### Aim of the task
Scan the lines below for the string "route" and copy every one that has it.

### Records
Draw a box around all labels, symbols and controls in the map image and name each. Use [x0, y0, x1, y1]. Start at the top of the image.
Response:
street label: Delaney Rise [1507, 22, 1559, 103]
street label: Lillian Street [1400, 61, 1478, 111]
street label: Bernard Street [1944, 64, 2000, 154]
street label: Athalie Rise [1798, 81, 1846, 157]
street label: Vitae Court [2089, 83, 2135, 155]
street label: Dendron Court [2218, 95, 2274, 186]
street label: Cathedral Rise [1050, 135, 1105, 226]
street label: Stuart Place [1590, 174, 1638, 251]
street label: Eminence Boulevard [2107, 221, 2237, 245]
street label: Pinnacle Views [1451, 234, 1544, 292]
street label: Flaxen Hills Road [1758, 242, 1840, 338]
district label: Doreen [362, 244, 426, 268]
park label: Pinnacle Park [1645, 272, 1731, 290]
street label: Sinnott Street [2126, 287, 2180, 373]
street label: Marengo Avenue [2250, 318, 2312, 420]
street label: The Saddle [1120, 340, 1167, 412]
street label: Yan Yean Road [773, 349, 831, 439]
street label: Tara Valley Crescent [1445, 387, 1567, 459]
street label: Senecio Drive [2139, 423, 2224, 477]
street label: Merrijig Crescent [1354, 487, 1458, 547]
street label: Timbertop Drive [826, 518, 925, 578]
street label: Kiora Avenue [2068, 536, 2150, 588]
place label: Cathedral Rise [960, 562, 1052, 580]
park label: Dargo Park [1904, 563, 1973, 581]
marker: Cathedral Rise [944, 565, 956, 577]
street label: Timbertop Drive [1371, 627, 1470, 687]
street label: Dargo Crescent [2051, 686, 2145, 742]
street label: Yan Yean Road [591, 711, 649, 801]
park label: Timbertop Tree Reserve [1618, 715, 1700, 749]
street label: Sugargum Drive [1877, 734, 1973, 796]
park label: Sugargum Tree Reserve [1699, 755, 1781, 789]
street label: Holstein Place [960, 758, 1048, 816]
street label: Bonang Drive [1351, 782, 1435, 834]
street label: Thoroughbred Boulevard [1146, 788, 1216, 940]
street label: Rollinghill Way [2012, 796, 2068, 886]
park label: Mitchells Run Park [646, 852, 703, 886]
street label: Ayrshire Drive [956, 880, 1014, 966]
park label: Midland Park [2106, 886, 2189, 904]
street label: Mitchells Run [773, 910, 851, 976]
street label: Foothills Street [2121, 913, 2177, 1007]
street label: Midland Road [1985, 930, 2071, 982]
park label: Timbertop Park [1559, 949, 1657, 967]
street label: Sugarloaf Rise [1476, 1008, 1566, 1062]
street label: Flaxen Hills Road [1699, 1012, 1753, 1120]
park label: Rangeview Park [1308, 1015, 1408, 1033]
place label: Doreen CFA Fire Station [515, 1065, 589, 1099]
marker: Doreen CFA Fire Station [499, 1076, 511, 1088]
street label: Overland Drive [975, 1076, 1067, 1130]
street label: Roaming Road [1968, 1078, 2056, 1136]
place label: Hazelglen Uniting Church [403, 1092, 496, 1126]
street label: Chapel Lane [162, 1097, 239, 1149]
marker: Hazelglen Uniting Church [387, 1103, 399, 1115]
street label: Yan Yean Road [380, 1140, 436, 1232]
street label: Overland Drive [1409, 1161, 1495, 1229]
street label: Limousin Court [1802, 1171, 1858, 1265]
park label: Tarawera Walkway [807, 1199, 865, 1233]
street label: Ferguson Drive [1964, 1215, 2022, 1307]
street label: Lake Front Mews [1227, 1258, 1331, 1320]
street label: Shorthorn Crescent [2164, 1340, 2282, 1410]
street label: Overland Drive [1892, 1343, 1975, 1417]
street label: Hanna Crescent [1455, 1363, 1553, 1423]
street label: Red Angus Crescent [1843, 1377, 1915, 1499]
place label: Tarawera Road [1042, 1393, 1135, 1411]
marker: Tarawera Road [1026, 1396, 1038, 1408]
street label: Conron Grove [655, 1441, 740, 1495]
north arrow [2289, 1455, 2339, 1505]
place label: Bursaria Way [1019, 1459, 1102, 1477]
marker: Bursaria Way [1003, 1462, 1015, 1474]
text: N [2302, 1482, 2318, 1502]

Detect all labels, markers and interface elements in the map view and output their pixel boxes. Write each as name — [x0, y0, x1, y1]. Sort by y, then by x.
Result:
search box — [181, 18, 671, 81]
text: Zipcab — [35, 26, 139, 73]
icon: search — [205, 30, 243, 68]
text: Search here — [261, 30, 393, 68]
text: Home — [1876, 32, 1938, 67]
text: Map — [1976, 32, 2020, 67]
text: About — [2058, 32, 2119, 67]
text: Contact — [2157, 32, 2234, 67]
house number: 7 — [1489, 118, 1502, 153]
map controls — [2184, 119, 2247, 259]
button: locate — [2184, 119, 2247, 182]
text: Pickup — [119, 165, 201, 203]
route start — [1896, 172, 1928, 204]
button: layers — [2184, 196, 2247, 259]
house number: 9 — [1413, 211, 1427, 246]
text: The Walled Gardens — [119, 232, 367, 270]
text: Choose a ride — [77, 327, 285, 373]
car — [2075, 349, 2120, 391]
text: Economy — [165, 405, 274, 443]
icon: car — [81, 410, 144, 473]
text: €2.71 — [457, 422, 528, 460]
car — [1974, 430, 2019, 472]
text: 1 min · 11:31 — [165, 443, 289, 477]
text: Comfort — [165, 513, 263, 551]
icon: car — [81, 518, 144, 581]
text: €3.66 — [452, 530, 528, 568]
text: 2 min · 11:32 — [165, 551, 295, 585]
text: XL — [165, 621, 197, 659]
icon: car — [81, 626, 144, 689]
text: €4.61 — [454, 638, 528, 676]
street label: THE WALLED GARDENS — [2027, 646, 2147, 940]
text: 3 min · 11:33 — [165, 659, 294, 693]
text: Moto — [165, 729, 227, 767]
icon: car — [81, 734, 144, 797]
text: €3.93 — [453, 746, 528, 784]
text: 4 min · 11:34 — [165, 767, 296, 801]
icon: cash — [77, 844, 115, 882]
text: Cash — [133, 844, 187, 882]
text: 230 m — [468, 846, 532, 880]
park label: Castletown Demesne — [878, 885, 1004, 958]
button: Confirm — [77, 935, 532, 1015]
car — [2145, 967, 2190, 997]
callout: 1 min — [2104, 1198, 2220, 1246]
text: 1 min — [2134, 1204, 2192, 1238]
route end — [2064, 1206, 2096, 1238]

### Solution below
route start — [1896, 172, 1928, 204]
route end — [2064, 1206, 2096, 1238]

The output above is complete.